**Your objective**
From the entries below, gather each line containing the word "panel".

(Saved entries)

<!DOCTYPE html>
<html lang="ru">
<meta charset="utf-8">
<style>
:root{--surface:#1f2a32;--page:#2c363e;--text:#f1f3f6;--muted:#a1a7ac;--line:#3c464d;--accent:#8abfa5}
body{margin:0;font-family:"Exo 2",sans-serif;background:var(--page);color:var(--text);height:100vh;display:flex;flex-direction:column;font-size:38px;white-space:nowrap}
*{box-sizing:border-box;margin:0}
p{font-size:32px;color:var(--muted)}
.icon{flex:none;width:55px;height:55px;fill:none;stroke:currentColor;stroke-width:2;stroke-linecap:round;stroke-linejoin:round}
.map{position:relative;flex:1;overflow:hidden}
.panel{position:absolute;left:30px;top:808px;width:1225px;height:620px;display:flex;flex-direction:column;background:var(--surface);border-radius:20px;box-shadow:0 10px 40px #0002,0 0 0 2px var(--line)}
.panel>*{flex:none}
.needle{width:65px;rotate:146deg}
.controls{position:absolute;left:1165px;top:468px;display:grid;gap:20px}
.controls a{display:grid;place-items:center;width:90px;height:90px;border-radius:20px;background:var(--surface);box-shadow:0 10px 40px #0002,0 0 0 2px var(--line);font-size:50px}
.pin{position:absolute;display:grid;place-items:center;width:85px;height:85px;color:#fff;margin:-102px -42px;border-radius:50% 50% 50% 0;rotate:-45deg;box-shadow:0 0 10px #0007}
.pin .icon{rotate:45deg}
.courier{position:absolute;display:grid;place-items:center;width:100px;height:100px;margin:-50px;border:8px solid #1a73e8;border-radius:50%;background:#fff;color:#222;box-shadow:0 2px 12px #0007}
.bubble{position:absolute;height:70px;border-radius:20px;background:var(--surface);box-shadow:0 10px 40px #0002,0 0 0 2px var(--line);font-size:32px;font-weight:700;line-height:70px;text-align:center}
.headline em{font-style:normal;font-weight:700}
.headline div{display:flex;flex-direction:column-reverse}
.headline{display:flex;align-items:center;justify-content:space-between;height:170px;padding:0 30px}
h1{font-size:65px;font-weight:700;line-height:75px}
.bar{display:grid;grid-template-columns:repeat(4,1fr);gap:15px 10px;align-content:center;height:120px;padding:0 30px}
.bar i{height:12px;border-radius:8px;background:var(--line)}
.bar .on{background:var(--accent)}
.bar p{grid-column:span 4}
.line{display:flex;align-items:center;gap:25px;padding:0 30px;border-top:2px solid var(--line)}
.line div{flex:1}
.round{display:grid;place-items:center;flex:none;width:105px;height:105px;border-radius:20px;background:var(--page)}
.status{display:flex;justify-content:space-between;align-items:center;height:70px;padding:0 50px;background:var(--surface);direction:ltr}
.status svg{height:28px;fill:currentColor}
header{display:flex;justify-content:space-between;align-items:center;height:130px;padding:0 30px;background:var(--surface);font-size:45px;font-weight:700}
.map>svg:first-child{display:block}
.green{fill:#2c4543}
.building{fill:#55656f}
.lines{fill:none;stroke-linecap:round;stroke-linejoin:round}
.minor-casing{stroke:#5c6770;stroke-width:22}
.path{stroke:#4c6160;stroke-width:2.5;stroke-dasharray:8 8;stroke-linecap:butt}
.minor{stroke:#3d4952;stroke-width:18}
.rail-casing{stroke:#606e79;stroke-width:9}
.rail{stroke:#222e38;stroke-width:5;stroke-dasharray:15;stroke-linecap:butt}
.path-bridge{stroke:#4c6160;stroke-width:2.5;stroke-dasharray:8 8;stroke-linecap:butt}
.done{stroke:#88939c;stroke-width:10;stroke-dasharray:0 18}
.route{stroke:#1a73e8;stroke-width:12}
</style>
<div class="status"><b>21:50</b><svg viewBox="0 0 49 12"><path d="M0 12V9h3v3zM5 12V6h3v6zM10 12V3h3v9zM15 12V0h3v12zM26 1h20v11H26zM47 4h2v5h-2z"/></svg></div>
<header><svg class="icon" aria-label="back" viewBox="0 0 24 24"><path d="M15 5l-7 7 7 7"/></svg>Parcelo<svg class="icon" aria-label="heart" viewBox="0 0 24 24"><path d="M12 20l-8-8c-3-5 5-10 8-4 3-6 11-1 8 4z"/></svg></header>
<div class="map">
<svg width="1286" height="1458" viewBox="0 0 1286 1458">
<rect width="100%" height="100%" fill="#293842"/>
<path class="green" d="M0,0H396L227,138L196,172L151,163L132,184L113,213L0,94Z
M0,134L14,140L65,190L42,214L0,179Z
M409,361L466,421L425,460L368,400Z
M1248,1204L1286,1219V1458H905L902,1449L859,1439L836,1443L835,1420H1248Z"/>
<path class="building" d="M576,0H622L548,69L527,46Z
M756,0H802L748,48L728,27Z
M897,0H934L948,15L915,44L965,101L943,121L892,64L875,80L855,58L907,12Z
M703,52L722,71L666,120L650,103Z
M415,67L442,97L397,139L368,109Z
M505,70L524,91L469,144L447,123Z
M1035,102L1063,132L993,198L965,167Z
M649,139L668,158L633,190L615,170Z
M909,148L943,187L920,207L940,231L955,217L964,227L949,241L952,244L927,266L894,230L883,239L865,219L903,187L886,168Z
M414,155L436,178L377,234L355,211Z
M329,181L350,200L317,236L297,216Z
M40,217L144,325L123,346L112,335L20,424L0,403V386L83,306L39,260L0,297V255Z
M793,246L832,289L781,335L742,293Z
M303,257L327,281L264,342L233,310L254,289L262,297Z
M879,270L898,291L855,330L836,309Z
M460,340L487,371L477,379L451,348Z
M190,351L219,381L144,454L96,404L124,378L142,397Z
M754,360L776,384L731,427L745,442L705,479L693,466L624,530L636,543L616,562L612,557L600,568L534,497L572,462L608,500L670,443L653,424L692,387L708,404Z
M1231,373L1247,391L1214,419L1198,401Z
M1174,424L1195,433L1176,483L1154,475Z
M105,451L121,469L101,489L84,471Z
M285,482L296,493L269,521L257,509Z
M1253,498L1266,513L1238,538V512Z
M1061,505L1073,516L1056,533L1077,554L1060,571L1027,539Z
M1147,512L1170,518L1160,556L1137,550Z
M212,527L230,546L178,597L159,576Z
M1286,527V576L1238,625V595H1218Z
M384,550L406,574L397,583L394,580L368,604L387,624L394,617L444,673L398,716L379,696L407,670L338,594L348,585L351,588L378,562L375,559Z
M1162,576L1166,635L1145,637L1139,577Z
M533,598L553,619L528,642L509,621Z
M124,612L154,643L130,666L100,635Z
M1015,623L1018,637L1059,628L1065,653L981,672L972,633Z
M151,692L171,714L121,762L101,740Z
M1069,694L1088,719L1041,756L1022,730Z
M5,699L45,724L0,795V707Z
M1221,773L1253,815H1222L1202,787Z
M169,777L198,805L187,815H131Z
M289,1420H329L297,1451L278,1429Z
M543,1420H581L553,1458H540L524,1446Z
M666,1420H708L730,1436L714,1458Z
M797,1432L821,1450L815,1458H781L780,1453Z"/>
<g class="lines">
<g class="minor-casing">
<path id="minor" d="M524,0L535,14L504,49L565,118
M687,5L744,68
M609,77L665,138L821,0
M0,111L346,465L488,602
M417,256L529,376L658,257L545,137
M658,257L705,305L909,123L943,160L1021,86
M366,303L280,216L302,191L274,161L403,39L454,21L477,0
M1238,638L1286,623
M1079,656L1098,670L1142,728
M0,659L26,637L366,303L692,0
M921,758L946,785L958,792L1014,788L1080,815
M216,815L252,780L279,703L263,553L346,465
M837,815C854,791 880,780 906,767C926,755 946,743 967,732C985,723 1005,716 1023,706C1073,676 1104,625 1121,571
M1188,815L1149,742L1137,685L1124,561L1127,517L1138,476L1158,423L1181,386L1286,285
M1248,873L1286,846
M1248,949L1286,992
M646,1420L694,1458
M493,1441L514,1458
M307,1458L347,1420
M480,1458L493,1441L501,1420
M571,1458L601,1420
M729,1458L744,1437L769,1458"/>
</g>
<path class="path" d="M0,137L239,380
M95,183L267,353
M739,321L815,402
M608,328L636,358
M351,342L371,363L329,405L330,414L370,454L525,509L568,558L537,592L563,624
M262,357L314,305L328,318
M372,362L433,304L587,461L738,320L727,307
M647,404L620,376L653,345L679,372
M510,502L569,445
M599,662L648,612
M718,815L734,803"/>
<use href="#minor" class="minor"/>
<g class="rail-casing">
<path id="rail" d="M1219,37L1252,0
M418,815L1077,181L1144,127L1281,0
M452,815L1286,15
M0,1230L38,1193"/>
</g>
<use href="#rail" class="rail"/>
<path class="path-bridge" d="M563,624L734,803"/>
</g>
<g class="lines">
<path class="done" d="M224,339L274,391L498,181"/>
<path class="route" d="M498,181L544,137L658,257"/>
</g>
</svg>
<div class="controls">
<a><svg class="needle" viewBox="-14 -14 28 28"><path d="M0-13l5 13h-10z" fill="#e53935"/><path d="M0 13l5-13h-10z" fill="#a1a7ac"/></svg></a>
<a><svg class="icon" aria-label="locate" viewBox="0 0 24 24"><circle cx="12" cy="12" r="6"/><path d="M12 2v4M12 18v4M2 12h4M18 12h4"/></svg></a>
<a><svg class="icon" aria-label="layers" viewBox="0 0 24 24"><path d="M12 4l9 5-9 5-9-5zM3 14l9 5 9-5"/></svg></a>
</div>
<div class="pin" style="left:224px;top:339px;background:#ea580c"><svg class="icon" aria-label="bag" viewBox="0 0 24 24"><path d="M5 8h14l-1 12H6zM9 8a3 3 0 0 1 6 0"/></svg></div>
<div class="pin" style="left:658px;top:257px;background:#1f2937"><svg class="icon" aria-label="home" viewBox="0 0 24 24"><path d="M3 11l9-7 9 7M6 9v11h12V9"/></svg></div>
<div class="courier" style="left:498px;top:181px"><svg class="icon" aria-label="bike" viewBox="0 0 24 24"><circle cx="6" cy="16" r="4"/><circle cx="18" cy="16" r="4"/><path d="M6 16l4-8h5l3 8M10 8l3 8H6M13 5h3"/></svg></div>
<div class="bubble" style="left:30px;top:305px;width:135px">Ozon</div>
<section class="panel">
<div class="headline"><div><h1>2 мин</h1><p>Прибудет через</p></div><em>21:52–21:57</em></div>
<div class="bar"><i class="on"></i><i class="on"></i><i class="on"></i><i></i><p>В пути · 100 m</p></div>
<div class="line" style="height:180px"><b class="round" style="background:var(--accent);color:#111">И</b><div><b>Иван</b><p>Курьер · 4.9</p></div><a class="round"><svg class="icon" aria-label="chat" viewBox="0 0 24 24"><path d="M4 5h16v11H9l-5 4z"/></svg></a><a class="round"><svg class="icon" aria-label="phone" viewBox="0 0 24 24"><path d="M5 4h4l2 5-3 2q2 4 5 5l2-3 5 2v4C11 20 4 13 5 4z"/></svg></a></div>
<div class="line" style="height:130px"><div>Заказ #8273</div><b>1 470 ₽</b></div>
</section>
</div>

**Worked solution**
.panel{position:absolute;left:30px;top:808px;width:1225px;height:620px;display:flex;flex-direction:column;background:var(--surface);border-radius:20px;box-shadow:0 10px 40px #0002,0 0 0 2px var(--line)}
.panel>*{flex:none}
<section class="panel">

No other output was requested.